Dataset entries:
────────────────
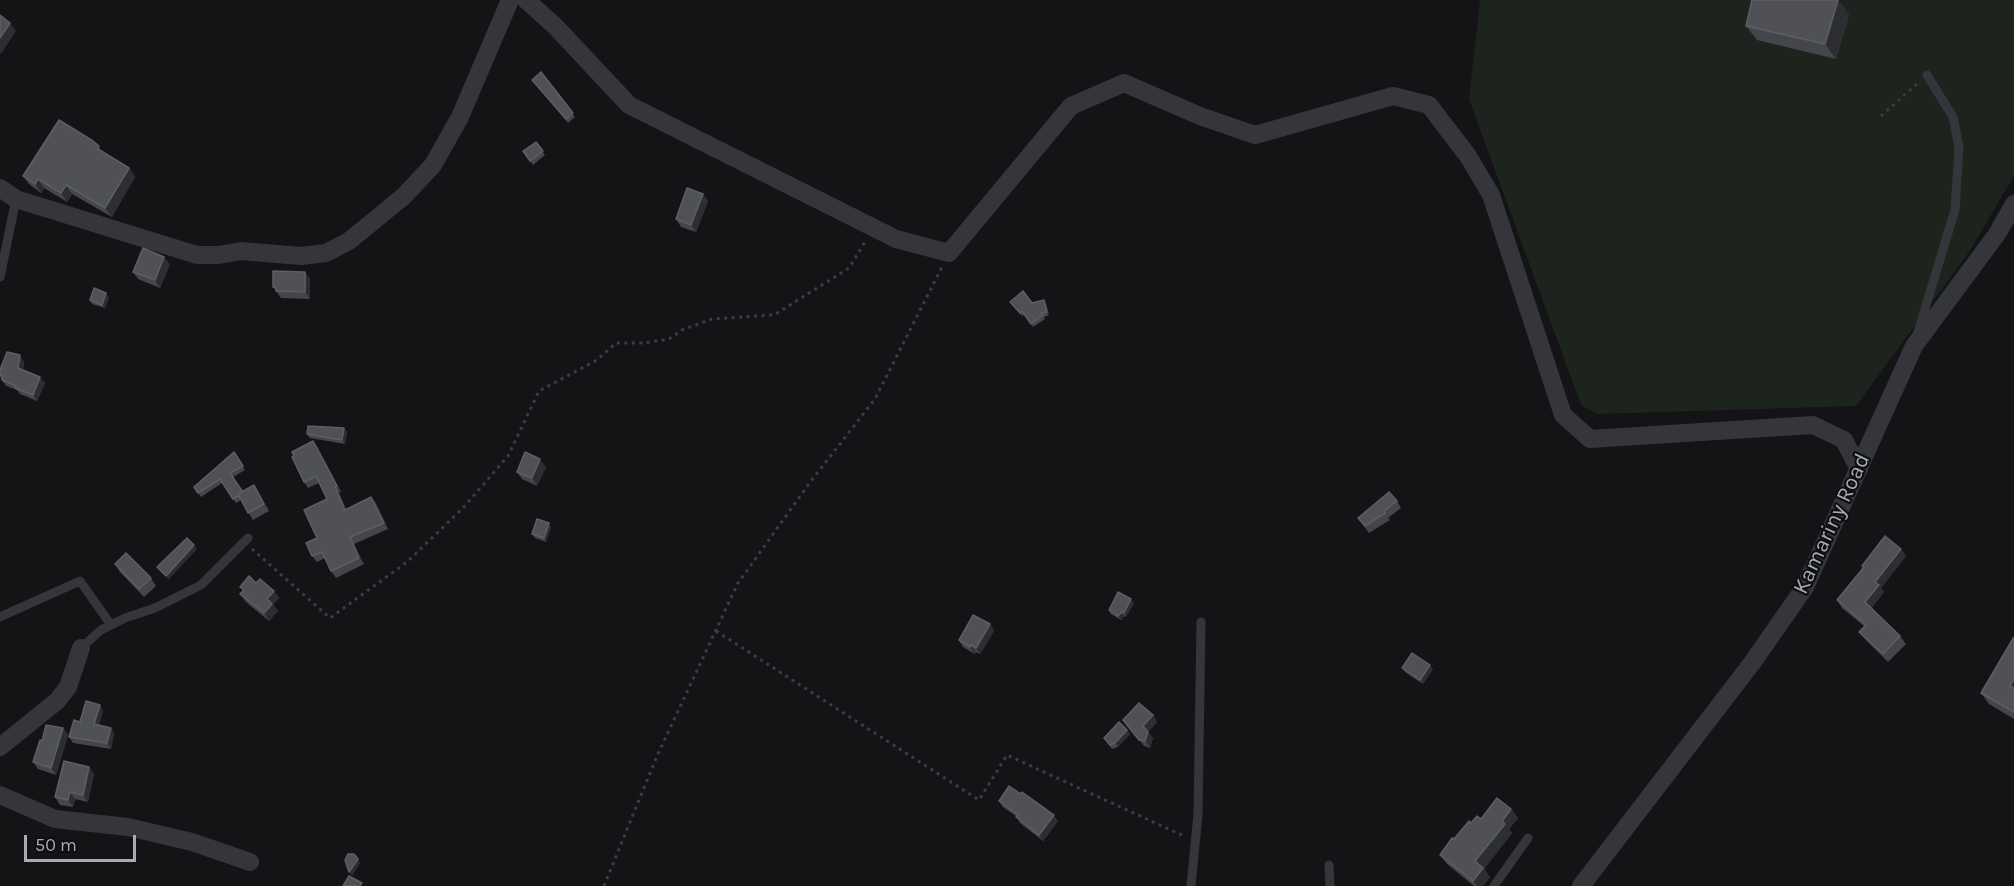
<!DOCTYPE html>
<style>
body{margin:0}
#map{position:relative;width:2014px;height:886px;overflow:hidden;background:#141416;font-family:Karla,sans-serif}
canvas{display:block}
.scale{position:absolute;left:24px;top:835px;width:112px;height:27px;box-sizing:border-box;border:3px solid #a5aab7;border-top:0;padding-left:8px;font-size:18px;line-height:21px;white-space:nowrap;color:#a5aab7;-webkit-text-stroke:4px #0f0f11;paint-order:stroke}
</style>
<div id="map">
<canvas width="2014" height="886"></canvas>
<div class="scale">50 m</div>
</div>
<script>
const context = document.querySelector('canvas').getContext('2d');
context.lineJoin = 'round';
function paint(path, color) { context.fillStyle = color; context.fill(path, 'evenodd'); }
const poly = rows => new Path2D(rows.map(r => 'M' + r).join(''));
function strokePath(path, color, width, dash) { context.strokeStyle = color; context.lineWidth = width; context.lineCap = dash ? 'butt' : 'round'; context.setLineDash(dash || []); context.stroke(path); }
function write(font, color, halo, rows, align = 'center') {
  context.font = font + ' Karla,sans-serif'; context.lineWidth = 4.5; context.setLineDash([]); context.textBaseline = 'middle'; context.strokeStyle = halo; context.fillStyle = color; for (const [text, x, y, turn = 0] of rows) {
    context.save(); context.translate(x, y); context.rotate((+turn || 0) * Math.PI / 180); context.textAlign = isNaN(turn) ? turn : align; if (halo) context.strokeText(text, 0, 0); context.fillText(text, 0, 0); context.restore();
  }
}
paint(poly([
 [1480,0,2014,0,2014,176,1969,252,1856,406,1597,414,1581,405,1469,99]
]), '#1c241d');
strokePath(poly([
 [1881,116,1919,82],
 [252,549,330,618,407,562,463,508,508,456,539,391,597,360,616,343,643,343,669,339,682,330,712,319,774,315,849,268,865,242],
 [716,631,979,800,1007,755,1186,837],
 [604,886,657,756,738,583,811,481,875,399,942,267]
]), '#3b3d42', 3, [3, 4.5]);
strokePath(poly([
 [0,277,16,199],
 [1918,332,1955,210,1959,147,1953,117,1927,75],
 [0,617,80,581,111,625],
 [81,648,101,630,125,618,155,608,201,585,248,538],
 [1329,865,1330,886],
 [1191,886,1198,814,1201,622],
 [1494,886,1528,838]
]), '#35363b', 9);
strokePath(poly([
 [526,0,555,26,629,105,896,239,949,253,1071,106,1124,83,1200,116,1255,135,1393,96,1429,105,1468,156,1491,195,1563,415,1590,439,1813,425,1844,440,1859,469],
 [0,188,16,199,197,255,219,255,241,251,301,256,326,253,349,241,404,196,433,165,460,117,510,0],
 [0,747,57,701,68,687,81,648],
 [0,795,55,819,128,827,192,842,250,862],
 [1581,886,1752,663,1805,587,1914,346,1997,234,2014,204]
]), '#35363b', 18);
paint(poly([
 [1838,0,1849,15,1836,59,1757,40,1746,26],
 [541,72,575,117,568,123,532,80],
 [536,142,545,155,533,165,523,151],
 [104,153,129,168,135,177,112,217,72,194,67,202,44,188,41,193,29,184,23,176],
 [703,194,708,201,696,232,681,227,676,219],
 [170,264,160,288,138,279,133,272],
 [305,272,310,279,310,299,281,298,273,287],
 [109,297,105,308,92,304,90,300],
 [1044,300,1046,304,1049,315,1044,317,1045,319,1033,327,1025,314,1022,316,1013,305,1032,303],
 [24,362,23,370,45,383,37,401,20,394,17,390,6,386,0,377,0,370],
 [344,428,347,432,345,444,310,438,307,434],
 [313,441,318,448,341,492,339,493,346,509,371,497,376,503,388,529,354,544,364,564,336,578,331,571,325,558,317,562,312,556,327,499,319,483,308,488,304,482],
 [234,452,245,470,233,477,243,491,259,493,269,511,253,520,241,500,236,503,222,483,201,497,194,487],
 [546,467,537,486,522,479,517,472],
 [1397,501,1401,508,1388,518,1390,520,1369,533,1358,518],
 [551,527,546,542,535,538,532,534],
 [1901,549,1906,556,1881,588,1884,592,1871,609,1900,636,1906,644,1888,662,1865,639,1859,632,1864,626,1842,608,1837,600,1863,568,1862,566],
 [115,564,151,578,156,586,144,597,120,572],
 [256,583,279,598,273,605,278,611,269,621,246,602,240,594,243,591,240,587],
 [1134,603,1126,617,1124,616,1121,620,1111,614,1109,610],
 [990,624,994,631,980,654,976,652,975,654,963,647,959,640],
 [2014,637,2014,719,1989,704,1981,693],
 [1402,668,1433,669,1423,684,1405,672],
 [103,711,99,725,114,733,111,749,73,743,69,737,80,722],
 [1153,715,1157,722,1148,732,1153,738,1150,748,1144,746,1123,720],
 [63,728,68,735,56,775,38,769,33,762,42,741],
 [1127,730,1130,734,1118,747,1112,749,1104,738],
 [89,767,94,774,88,802,75,799,73,807,60,805,55,797],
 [999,801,1058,821,1043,841,1020,823,1017,817,1003,807],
 [1511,809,1518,818,1509,829,1512,833,1484,869,1490,877,1483,886,1474,886,1447,864,1440,855,1454,839,1471,823]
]), '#45464b');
paint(poly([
 [1838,0,1849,15,1836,59,1825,44],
 [10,23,16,31,1,54,0,52,0,38],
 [129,168,135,177,112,217,105,208],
 [38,179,44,188,41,193,35,184],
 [66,185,72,194,67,202,61,193],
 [703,194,708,201,696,232,691,225],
 [164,257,170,264,160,288,155,280],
 [305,272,310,279,310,299,305,292],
 [106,293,109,297,105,308,102,305],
 [1044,300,1046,304,1049,315,1047,312],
 [20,355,24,362,22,374,18,368],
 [40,377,45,383,37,401,33,395],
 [344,428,347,432,345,444,342,440],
 [313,441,318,448,341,492,337,486],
 [540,459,546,467,537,486,532,478],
 [254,485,259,493,269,511,264,504],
 [335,487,339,493,349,516,345,510],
 [371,497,376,503,388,529,384,523],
 [549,523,551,527,546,542,544,538],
 [350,537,354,544,364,564,359,558],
 [194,545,197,549,168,580,166,576],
 [1901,549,1906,556,1881,588,1884,592,1870,610,1865,602,1875,582],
 [274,591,279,598,273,605,278,611,269,621,264,613,267,599],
 [1131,599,1134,603,1126,617,1124,613],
 [1122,612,1124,616,1121,620,1118,616],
 [990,624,994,631,980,654,976,648],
 [971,645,976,652,975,654,970,647],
 [1430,665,1433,669,1423,684,1420,680],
 [2014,679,2014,692,2010,686],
 [100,705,103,711,98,729,94,724],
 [1153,715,1157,722,1148,732,1153,738,1150,748,1145,741,1143,726],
 [63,728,68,735,56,775,51,768],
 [111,728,114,733,111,749,107,743],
 [1127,730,1130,734,1118,747,1115,743],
 [89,767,94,774,88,802,83,795],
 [70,792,75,799,73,807,68,800],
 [1511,809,1518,818,1509,829,1512,833,1484,869,1490,877,1483,886,1477,886,1473,881,1475,861,1502,821],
 [1054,815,1058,821,1043,841,1039,835],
 [358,859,360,863,352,876,349,872]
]), '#2d2e31');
const building = poly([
 [1752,0,1838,0,1825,44,1746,26,1752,0],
 [0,15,10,23,0,38,0,15],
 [541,72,573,113,566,119,532,80,541,72],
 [59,120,93,141,99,146,98,149,129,168,105,208,66,185,61,193,38,179,35,184,23,176,59,120],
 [536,142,543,151,530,161,523,151,536,142],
 [687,188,703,194,691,225,676,219,687,188],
 [143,248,164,257,155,280,133,272,143,248],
 [273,271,305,272,305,292,276,291,276,287,273,287,273,271],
 [94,288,106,293,102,305,90,300,94,288],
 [1023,291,1032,303,1044,300,1047,312,1041,313,1043,315,1031,324,1022,311,1020,313,1010,302,1023,291],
 [7,352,20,355,18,368,40,377,33,395,15,388,16,386,2,380,3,376,0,375,0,370,7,352],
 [308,426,344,428,342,440,307,434,308,426],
 [313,441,337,486,335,487,345,510,371,497,384,523,350,537,359,558,331,571,322,552,312,556,306,543,317,538,304,510,327,499,316,476,304,482,292,457,294,456,292,452,313,441],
 [234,452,243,466,230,473,242,491,238,494,239,496,233,499,220,479,198,493,194,487,234,452],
 [525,452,540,459,532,478,517,472,525,452],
 [254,485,264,504,248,513,238,494,254,485],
 [1389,492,1397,501,1384,511,1385,513,1365,526,1358,518,1389,492],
 [537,519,549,523,544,538,532,534,537,519],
 [1885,536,1901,549,1875,582,1879,585,1865,602,1900,636,1883,654,1859,632,1866,625,1837,600,1864,567,1862,566,1885,536],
 [187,538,194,545,166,576,157,567,187,538],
 [126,553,151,578,139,589,115,564,126,553],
 [249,576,256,583,260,579,274,591,267,599,272,604,264,613,240,594,244,590,240,587,249,576],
 [1118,592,1131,599,1124,613,1122,612,1118,616,1109,610,1118,592],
 [973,615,990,624,976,648,971,645,970,647,959,640,973,615],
 [2014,637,2014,679,2010,686,2014,688,2014,712,1981,693,2014,637],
 [1412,653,1430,665,1420,680,1402,668,1412,653],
 [86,701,100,705,94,724,111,728,107,743,69,737,74,720,80,722,86,701],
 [1139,703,1153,715,1143,726,1148,732,1145,741,1139,740,1123,720,1139,703],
 [1119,722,1127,730,1115,743,1110,745,1104,738,1119,722],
 [46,725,63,728,51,768,33,762,40,740,42,741,46,725],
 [64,761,89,767,83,795,70,792,68,800,55,797,64,761],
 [1009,786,1021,794,1022,792,1054,815,1039,835,1016,817,1018,815,999,801,1009,786],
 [1497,798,1511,809,1502,821,1505,824,1475,861,1483,868,1473,881,1440,855,1452,838,1454,839,1469,821,1471,823,1477,816,1481,819,1497,798],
 [348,854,354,854,358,859,349,872,345,860,348,854],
 [349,876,362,883,360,886,343,886,349,876]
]);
paint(building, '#505157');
strokePath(building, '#5d5f66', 1.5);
write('22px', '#a5aab7', '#0f0f11', [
 ["Kamariny Road",1832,524,-65]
]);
</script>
────────────────
Task brief ->
Given the records above, restate word for word only the lines starting at the one with "context.font = font" and ending at the one with "[1494,886,1528,838]".

Response below ->
  context.font = font + ' Karla,sans-serif'; context.lineWidth = 4.5; context.setLineDash([]); context.textBaseline = 'middle'; context.strokeStyle = halo; context.fillStyle = color; for (const [text, x, y, turn = 0] of rows) {
    context.save(); context.translate(x, y); context.rotate((+turn || 0) * Math.PI / 180); context.textAlign = isNaN(turn) ? turn : align; if (halo) context.strokeText(text, 0, 0); context.fillText(text, 0, 0); context.restore();
  }
}
paint(poly([
 [1480,0,2014,0,2014,176,1969,252,1856,406,1597,414,1581,405,1469,99]
]), '#1c241d');
strokePath(poly([
 [1881,116,1919,82],
 [252,549,330,618,407,562,463,508,508,456,539,391,597,360,616,343,643,343,669,339,682,330,712,319,774,315,849,268,865,242],
 [716,631,979,800,1007,755,1186,837],
 [604,886,657,756,738,583,811,481,875,399,942,267]
]), '#3b3d42', 3, [3, 4.5]);
strokePath(poly([
 [0,277,16,199],
 [1918,332,1955,210,1959,147,1953,117,1927,75],
 [0,617,80,581,111,625],
 [81,648,101,630,125,618,155,608,201,585,248,538],
 [1329,865,1330,886],
 [1191,886,1198,814,1201,622],
 [1494,886,1528,838]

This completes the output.